***** RECORDS SUPPLIED *****

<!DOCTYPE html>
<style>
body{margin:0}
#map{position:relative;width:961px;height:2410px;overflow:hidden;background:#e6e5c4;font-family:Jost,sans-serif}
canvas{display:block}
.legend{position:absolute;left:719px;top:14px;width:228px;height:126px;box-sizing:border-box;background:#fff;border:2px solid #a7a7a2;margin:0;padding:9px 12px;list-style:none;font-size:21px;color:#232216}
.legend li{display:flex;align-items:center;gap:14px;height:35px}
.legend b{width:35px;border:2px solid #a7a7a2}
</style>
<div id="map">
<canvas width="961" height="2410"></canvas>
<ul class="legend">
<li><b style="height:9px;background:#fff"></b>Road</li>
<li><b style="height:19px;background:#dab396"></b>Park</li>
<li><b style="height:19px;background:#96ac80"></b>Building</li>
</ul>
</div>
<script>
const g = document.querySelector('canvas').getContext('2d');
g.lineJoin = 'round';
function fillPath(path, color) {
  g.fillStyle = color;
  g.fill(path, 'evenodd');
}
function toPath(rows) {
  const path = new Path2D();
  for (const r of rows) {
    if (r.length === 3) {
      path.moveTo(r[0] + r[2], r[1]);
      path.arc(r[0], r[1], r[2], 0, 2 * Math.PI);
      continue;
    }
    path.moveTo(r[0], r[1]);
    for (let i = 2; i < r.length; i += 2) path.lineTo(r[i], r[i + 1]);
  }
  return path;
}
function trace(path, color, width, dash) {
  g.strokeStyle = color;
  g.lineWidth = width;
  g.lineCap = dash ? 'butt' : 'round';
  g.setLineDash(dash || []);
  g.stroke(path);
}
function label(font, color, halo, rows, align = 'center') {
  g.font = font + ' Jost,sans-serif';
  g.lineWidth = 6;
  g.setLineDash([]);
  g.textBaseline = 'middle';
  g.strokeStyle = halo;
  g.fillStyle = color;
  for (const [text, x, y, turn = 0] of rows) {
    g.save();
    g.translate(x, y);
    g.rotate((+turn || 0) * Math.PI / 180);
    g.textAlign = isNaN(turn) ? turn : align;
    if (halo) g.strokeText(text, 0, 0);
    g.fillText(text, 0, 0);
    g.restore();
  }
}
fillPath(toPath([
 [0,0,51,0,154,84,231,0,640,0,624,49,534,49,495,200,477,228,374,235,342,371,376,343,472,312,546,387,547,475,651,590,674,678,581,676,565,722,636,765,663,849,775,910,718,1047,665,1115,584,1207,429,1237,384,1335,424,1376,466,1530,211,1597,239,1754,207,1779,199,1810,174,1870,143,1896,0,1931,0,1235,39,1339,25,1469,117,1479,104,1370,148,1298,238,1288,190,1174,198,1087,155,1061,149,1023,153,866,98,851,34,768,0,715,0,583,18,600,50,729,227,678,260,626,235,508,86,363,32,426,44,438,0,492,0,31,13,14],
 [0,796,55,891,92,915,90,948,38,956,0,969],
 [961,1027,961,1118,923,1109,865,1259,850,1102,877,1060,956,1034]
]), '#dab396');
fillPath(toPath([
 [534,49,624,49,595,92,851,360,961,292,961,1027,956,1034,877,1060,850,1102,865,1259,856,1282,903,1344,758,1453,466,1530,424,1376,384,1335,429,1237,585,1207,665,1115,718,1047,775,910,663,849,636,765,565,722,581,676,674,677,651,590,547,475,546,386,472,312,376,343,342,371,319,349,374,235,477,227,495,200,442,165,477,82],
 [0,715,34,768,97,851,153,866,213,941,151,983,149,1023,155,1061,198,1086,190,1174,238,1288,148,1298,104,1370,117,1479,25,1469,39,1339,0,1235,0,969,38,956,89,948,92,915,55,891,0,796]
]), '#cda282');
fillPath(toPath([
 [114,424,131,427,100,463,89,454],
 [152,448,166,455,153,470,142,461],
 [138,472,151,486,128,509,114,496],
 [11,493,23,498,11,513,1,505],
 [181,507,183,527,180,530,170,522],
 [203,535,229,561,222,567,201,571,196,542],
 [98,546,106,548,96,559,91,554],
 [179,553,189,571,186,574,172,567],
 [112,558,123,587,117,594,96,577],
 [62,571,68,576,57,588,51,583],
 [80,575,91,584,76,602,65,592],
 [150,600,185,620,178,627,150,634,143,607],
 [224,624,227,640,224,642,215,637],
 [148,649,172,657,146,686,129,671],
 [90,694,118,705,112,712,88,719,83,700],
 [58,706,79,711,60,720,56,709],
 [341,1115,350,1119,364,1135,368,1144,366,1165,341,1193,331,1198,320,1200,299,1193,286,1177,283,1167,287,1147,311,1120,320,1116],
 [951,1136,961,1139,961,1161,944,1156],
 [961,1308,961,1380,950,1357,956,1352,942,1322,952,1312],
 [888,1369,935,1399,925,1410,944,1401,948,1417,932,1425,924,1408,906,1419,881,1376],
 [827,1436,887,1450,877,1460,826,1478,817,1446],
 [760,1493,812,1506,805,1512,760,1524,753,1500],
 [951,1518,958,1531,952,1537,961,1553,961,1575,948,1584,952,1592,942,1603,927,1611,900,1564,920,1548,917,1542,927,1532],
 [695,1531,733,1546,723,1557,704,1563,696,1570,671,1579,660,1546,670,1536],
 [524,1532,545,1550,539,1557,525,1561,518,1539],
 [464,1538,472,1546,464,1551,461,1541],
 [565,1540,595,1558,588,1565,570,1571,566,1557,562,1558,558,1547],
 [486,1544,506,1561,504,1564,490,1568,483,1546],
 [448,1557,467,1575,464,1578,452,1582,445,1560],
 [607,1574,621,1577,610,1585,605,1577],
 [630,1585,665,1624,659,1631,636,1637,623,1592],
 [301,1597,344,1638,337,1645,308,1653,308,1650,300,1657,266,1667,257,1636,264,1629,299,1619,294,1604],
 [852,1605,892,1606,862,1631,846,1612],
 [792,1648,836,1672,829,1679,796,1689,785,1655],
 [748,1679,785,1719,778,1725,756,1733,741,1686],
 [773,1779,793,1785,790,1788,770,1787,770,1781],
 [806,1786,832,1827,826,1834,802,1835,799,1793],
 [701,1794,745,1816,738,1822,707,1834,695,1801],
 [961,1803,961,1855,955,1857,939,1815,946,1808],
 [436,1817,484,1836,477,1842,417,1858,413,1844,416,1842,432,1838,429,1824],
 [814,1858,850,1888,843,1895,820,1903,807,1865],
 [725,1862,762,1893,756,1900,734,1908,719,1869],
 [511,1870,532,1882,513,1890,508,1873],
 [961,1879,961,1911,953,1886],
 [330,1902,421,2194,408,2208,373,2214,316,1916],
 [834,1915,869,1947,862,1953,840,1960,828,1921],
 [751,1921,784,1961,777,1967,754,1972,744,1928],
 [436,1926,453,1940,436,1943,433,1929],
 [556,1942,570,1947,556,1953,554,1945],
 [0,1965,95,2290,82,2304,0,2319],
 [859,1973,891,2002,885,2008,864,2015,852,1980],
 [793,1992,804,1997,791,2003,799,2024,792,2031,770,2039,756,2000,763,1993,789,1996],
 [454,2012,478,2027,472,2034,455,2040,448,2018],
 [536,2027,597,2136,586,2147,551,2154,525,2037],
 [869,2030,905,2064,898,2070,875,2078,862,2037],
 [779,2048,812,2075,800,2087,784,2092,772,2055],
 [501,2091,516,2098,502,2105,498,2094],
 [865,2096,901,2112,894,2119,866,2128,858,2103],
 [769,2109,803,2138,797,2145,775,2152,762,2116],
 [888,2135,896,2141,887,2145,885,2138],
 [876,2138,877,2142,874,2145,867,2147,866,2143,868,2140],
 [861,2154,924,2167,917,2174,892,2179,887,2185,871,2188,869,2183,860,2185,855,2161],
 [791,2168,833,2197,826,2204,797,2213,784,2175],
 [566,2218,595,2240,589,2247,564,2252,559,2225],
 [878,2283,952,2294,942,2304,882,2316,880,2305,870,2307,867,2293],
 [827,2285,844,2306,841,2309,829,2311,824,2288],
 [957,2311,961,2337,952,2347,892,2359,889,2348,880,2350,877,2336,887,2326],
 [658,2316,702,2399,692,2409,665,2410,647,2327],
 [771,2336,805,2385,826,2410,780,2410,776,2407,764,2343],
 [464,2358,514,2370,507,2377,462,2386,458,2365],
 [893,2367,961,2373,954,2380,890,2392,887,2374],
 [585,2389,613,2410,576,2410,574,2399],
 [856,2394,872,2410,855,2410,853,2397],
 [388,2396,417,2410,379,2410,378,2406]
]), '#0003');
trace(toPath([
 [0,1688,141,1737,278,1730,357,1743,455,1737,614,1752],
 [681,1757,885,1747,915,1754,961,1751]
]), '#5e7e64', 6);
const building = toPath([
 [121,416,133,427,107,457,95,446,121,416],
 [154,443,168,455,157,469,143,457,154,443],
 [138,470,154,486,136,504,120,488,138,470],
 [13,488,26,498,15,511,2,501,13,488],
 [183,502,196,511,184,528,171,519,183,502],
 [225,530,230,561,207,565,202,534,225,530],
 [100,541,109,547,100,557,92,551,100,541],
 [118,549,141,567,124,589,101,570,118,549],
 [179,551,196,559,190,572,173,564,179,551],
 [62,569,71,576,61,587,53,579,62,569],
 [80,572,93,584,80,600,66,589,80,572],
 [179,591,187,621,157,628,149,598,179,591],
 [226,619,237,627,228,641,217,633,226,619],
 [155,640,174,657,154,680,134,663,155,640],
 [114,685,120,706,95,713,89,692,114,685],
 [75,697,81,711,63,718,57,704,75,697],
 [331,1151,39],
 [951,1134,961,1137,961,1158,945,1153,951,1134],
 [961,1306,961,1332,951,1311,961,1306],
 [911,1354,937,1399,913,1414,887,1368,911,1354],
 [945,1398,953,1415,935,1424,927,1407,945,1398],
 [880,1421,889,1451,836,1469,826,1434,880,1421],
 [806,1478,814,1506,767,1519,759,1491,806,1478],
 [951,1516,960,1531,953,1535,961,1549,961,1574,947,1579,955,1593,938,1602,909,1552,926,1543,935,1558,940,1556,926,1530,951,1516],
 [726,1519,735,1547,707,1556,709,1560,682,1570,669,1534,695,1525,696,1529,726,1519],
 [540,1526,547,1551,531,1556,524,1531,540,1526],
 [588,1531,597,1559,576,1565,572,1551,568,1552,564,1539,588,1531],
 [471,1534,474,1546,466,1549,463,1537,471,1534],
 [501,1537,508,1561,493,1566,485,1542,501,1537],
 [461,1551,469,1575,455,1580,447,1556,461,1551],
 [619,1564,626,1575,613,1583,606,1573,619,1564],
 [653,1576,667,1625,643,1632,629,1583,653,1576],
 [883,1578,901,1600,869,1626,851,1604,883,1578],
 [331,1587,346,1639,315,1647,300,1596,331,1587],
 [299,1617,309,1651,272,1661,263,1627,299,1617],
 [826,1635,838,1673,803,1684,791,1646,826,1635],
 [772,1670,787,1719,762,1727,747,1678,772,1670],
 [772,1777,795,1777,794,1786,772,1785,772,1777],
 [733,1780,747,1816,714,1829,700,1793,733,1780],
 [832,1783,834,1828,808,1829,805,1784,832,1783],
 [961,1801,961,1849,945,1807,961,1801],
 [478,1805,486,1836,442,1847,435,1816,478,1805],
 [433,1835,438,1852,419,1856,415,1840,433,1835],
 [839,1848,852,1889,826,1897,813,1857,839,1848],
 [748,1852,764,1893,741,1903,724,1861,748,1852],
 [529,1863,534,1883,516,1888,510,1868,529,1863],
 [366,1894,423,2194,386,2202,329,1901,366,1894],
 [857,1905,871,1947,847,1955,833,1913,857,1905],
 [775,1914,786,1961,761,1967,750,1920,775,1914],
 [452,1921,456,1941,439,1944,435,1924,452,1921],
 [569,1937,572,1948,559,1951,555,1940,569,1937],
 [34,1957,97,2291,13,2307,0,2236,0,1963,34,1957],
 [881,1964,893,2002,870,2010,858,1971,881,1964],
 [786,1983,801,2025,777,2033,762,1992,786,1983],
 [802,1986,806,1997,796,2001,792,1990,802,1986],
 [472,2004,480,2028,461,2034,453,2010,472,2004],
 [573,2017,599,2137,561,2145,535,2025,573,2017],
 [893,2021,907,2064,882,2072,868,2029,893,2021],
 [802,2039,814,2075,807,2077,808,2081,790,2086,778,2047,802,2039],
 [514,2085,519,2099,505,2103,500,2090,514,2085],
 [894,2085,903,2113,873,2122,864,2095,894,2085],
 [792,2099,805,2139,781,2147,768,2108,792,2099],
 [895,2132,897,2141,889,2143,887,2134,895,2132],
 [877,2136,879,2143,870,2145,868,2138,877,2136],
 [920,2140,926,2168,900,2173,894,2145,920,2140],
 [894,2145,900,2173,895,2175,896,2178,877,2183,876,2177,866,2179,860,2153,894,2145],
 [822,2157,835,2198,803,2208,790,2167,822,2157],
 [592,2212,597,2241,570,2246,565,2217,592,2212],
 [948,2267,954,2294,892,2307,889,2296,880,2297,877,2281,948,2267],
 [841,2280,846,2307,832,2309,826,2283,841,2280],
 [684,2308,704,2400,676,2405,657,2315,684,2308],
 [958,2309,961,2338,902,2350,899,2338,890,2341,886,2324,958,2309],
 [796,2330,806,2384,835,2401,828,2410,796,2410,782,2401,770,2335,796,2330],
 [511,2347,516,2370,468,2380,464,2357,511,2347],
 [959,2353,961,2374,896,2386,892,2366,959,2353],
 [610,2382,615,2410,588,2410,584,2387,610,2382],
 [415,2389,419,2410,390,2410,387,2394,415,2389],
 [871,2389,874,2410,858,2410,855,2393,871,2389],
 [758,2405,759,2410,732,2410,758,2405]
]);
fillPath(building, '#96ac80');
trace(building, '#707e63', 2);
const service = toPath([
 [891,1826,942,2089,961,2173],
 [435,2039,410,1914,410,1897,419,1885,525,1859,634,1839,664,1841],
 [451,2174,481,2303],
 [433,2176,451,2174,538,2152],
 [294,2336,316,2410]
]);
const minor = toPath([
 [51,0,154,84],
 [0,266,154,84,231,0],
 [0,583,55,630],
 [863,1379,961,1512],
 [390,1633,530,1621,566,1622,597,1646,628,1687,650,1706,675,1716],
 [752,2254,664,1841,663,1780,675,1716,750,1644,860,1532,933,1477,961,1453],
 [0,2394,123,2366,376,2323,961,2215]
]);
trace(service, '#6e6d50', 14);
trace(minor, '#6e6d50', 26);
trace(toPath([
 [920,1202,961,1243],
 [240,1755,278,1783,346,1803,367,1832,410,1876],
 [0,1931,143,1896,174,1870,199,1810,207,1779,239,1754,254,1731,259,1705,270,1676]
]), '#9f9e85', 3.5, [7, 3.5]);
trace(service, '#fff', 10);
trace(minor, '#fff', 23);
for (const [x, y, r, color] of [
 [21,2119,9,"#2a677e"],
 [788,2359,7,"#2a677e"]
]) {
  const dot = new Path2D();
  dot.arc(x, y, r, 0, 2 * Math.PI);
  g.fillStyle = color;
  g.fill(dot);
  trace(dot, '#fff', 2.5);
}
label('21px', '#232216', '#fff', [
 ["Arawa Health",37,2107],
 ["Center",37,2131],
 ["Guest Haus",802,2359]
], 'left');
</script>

*****

_THE TASK:_ Go through the material and select each line with the string "serif" in it.

_EXERCISE OUTPUT:_
#map{position:relative;width:961px;height:2410px;overflow:hidden;background:#e6e5c4;font-family:Jost,sans-serif}
  g.font = font + ' Jost,sans-serif';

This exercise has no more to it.